- **Exercise description**:
In the records below, find every line that contains "setLineDash" and list it.

- **Task data**:

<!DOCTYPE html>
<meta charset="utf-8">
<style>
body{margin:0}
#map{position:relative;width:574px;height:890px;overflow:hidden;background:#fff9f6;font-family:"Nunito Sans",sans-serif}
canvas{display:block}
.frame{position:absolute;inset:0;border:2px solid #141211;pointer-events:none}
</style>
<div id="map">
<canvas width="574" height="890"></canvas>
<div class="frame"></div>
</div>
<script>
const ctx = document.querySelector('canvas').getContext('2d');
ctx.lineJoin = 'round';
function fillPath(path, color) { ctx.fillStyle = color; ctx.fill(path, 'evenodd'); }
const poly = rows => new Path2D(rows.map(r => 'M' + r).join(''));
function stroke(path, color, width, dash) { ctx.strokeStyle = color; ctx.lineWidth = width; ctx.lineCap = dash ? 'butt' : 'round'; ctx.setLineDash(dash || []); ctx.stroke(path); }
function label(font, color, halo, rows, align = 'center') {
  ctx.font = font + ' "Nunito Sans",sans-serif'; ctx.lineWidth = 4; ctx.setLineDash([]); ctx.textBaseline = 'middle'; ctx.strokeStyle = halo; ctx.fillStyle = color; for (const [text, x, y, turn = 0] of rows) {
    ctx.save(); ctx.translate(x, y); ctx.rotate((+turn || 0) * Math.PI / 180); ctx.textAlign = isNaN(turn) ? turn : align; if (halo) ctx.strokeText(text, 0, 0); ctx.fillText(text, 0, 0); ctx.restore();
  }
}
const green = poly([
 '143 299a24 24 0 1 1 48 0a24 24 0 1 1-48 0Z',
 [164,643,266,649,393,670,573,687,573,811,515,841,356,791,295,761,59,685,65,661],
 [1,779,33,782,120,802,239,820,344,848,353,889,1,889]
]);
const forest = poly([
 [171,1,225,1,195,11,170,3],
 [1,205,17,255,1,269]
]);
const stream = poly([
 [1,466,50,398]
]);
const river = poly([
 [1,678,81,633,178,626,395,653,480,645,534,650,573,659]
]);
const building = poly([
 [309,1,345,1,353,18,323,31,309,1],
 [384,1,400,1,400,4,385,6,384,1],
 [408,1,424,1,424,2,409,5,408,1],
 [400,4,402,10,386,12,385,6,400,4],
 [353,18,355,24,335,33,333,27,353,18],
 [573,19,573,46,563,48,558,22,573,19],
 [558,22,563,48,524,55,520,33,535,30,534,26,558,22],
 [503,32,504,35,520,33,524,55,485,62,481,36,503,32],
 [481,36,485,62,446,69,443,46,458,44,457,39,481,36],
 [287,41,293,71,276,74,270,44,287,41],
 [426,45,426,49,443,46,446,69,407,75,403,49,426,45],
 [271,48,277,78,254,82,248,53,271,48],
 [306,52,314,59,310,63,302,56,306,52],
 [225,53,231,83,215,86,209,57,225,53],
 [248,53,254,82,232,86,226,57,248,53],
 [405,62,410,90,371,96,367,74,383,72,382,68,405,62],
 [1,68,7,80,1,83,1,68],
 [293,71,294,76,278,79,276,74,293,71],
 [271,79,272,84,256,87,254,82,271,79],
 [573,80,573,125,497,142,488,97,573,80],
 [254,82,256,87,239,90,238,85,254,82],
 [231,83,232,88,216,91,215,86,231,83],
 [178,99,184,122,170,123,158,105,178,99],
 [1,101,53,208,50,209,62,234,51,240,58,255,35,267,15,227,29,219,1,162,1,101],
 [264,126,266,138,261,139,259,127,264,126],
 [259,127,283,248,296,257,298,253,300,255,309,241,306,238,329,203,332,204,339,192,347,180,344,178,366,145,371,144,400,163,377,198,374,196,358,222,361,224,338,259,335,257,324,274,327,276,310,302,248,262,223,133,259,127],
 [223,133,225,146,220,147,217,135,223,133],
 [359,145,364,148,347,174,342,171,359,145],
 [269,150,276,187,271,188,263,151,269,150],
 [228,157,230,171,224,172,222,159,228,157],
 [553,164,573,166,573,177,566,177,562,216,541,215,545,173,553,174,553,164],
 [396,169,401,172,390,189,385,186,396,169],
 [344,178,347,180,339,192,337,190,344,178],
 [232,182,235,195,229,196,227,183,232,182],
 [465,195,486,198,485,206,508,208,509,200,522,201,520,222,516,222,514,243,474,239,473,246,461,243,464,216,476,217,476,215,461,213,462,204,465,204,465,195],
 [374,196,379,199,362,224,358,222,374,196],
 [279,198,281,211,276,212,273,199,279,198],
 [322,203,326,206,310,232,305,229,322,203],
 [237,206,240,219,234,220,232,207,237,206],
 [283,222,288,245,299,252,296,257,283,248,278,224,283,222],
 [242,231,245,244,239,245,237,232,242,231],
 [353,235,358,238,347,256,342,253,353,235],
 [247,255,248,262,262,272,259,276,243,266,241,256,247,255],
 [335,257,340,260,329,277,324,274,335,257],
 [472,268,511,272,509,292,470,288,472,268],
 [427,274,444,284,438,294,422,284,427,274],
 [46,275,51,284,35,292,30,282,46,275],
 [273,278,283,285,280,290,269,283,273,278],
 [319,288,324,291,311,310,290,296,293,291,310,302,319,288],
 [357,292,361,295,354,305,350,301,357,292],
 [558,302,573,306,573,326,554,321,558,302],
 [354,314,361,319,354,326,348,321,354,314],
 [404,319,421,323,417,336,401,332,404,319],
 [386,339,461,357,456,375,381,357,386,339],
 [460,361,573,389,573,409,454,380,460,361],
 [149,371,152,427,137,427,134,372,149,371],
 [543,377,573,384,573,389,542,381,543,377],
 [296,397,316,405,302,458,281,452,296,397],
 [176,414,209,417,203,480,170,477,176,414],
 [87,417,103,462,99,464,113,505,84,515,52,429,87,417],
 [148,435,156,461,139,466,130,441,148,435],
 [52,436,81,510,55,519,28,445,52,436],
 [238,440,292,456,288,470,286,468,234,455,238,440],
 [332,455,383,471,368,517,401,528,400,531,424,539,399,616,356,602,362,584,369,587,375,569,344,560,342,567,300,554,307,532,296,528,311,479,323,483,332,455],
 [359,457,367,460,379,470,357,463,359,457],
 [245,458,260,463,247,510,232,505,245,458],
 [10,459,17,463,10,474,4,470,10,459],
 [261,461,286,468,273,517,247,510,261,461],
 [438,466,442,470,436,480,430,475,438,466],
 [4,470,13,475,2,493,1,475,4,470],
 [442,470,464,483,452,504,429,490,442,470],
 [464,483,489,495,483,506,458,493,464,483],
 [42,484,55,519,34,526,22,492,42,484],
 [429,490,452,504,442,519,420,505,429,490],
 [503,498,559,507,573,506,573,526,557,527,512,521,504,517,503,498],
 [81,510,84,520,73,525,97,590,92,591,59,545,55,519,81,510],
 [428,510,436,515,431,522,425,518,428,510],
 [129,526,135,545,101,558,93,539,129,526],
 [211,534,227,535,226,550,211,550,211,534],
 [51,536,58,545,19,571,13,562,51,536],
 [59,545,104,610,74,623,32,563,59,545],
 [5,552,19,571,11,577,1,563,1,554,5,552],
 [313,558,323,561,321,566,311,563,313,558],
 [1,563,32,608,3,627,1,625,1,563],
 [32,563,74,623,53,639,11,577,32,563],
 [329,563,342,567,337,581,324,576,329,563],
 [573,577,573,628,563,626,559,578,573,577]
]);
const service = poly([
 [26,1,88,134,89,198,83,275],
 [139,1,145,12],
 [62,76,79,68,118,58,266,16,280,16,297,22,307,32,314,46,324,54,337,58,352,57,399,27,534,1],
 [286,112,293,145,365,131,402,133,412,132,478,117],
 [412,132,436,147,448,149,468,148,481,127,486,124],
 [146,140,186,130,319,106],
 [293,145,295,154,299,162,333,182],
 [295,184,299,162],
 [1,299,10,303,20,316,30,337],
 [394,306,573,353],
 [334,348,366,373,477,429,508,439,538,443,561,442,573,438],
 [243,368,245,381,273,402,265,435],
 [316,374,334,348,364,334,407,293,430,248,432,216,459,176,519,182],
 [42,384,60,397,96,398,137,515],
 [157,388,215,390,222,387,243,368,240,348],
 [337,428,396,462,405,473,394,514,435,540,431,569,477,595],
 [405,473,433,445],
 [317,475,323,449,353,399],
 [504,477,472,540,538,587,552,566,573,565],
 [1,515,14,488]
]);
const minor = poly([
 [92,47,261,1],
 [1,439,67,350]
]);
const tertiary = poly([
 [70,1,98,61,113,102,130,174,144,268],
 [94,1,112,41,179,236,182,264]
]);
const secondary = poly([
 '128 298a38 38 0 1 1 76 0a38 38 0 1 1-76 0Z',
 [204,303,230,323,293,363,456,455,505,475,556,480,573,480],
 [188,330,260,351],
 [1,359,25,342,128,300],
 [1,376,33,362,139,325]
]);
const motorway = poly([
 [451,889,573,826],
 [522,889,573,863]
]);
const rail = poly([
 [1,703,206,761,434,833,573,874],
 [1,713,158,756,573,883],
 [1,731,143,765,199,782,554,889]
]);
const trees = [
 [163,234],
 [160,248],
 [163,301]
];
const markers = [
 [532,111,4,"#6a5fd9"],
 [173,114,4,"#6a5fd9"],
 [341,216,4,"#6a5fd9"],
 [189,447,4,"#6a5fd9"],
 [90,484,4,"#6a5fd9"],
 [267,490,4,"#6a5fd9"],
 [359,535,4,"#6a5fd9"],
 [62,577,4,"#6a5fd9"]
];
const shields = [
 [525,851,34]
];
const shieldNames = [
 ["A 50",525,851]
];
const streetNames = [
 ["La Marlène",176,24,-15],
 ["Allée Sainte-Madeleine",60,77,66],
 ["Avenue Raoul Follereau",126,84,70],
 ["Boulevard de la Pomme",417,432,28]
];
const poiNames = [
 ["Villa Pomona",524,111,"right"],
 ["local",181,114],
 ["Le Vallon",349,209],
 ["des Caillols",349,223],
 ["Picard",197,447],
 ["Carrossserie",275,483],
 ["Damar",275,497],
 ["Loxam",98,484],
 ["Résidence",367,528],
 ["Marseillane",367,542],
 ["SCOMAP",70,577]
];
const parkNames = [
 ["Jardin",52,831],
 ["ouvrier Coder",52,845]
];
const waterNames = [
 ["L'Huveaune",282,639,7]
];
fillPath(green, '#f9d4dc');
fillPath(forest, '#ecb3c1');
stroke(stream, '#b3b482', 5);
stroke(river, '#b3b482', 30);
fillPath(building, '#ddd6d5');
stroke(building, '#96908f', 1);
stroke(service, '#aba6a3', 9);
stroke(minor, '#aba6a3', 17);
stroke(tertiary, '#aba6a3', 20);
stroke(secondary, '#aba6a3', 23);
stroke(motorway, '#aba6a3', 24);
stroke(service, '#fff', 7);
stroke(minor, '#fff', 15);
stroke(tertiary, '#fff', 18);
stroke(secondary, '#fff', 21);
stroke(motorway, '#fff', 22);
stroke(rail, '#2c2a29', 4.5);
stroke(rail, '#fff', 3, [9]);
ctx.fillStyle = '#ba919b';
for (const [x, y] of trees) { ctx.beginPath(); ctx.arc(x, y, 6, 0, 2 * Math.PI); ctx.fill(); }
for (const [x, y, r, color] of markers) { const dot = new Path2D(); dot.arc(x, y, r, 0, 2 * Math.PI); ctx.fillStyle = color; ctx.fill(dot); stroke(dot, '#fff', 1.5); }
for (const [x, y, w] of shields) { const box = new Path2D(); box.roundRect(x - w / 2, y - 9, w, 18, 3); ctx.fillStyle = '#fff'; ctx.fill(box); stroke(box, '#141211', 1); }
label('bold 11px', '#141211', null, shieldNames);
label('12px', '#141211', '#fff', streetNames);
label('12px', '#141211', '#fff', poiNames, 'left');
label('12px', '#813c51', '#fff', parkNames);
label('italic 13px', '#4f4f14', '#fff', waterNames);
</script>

- **Solution**:
function stroke(path, color, width, dash) { ctx.strokeStyle = color; ctx.lineWidth = width; ctx.lineCap = dash ? 'butt' : 'round'; ctx.setLineDash(dash || []); ctx.stroke(path); }
  ctx.font = font + ' "Nunito Sans",sans-serif'; ctx.lineWidth = 4; ctx.setLineDash([]); ctx.textBaseline = 'middle'; ctx.strokeStyle = halo; ctx.fillStyle = color; for (const [text, x, y, turn = 0] of rows) {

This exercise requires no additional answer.